DATA RECORDS:

----

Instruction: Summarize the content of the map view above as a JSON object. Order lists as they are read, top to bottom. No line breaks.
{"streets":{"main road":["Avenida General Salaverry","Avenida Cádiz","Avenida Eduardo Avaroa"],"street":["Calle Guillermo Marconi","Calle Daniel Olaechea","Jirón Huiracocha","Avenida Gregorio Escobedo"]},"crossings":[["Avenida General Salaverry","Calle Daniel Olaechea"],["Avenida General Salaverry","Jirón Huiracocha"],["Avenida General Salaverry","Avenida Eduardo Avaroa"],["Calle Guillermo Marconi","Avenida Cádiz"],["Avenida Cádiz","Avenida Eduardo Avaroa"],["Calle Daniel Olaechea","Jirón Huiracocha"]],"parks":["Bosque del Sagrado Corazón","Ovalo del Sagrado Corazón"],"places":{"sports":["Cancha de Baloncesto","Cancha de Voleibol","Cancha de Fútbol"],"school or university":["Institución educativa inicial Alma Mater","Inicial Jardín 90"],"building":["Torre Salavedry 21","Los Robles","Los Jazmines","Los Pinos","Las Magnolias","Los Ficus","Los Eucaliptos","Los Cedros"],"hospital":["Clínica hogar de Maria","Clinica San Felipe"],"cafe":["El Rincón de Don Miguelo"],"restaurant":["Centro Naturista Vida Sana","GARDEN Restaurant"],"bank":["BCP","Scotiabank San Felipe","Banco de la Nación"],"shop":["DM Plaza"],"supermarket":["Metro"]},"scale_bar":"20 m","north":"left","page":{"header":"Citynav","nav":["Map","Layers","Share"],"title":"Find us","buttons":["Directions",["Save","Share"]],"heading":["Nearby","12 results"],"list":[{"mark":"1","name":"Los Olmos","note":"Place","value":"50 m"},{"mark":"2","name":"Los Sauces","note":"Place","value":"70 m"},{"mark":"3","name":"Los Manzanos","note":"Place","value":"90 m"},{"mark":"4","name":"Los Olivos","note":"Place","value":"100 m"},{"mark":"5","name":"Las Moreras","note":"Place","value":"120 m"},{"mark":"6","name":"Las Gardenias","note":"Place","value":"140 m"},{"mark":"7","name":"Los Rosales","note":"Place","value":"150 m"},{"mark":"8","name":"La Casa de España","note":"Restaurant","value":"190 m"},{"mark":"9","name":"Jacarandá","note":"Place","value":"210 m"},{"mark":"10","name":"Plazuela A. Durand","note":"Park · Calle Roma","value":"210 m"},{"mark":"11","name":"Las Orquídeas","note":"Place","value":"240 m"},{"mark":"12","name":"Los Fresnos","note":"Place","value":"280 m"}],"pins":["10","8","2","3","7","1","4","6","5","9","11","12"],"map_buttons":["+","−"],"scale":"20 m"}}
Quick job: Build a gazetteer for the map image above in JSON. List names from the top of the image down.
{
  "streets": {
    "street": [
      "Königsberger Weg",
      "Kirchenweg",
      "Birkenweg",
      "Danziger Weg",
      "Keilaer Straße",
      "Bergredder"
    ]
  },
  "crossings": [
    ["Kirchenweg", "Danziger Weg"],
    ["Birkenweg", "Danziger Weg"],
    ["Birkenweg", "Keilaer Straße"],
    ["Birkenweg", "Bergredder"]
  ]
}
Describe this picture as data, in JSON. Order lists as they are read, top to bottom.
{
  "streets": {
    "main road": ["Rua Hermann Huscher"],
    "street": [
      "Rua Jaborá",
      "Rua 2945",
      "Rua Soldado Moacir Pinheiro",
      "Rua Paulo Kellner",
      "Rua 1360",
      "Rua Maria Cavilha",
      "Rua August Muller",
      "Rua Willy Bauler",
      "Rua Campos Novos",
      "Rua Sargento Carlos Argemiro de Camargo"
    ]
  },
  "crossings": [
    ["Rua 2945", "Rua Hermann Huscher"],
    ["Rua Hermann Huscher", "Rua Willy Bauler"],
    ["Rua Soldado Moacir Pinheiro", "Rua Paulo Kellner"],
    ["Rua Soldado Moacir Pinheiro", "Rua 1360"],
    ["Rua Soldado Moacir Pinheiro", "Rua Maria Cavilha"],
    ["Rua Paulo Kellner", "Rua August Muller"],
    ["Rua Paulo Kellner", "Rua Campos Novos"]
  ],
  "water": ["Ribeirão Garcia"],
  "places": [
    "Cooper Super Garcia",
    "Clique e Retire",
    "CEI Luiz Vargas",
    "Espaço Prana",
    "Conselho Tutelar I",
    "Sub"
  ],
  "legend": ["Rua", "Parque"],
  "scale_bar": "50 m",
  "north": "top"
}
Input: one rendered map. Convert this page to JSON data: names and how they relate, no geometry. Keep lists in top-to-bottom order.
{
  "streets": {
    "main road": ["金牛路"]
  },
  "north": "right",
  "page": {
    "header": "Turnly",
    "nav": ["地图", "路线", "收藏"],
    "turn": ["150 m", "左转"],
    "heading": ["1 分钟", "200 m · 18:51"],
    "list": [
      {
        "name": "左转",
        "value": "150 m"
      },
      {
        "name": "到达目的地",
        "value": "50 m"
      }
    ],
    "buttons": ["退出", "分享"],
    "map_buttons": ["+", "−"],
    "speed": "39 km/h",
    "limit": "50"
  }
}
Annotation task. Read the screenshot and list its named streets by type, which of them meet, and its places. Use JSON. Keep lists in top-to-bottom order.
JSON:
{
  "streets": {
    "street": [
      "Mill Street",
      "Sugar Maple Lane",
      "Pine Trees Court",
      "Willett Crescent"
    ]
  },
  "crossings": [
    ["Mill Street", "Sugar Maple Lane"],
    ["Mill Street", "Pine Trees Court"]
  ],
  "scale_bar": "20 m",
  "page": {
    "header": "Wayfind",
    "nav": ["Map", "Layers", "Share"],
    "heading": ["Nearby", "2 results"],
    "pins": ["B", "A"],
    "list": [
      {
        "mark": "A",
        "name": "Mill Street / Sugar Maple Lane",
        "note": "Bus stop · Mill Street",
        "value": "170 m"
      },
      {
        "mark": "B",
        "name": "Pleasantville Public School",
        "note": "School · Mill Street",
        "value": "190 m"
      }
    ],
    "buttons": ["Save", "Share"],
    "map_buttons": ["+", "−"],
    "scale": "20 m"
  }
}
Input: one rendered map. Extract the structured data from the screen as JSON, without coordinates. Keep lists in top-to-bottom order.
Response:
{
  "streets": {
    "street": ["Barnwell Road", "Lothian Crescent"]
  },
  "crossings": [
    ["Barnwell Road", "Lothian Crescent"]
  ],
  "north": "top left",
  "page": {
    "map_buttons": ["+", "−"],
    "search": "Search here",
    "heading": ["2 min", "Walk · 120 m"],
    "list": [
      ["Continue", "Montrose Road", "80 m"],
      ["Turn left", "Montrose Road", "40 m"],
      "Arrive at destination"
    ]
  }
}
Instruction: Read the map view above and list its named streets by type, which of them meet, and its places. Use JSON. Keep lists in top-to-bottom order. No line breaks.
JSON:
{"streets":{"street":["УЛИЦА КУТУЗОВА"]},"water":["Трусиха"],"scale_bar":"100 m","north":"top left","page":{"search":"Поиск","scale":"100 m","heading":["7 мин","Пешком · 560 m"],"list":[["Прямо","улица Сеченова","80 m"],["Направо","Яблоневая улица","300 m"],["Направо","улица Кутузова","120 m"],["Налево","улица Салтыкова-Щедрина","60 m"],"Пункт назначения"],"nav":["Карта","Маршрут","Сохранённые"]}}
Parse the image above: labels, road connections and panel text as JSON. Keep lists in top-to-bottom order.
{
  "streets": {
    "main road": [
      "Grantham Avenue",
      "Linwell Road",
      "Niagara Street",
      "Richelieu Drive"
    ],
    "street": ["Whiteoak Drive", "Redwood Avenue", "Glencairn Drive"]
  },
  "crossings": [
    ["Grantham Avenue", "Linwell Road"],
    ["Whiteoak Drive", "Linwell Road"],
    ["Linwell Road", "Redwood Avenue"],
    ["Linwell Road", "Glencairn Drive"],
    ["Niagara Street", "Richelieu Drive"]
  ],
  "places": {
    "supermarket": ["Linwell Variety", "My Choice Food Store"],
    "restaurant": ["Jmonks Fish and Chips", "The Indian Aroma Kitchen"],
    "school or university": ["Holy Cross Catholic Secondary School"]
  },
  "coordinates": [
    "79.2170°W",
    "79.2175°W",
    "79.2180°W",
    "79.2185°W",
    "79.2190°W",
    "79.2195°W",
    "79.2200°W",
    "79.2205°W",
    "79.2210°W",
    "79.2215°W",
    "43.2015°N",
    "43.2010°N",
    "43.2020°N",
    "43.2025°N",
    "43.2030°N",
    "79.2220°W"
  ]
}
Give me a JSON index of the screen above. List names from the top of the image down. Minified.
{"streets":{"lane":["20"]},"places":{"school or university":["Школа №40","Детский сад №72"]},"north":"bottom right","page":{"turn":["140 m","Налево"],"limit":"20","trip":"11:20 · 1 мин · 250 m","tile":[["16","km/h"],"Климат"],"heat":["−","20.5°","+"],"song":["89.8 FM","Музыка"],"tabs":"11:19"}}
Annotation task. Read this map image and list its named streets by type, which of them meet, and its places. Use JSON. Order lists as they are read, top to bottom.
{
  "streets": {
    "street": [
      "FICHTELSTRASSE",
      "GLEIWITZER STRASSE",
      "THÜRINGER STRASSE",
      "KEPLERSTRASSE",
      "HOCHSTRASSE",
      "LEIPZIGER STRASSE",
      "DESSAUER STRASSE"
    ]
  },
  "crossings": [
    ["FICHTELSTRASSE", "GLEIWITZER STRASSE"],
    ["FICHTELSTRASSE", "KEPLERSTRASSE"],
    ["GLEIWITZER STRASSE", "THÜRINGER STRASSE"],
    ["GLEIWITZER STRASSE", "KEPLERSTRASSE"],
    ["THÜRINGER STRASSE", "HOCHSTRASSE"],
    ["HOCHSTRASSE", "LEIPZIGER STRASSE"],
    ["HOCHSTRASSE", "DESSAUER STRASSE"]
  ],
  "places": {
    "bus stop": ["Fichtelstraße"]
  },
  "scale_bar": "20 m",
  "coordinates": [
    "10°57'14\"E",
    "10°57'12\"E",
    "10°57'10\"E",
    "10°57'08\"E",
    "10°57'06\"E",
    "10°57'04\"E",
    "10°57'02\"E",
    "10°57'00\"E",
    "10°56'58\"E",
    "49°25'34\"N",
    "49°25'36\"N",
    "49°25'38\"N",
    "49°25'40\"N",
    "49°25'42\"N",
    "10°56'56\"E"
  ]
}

----

ACTIVITY: Show every line above where "water" is found.

REPLY:
  "water": ["Ribeirão Garcia"],
{"streets":{"street":["УЛИЦА КУТУЗОВА"]},"water":["Трусиха"],"scale_bar":"100 m","north":"top left","page":{"search":"Поиск","scale":"100 m","heading":["7 мин","Пешком · 560 m"],"list":[["Прямо","улица Сеченова","80 m"],["Направо","Яблоневая улица","300 m"],["Направо","улица Кутузова","120 m"],["Налево","улица Салтыкова-Щедрина","60 m"],"Пункт назначения"],"nav":["Карта","Маршрут","Сохранённые"]}}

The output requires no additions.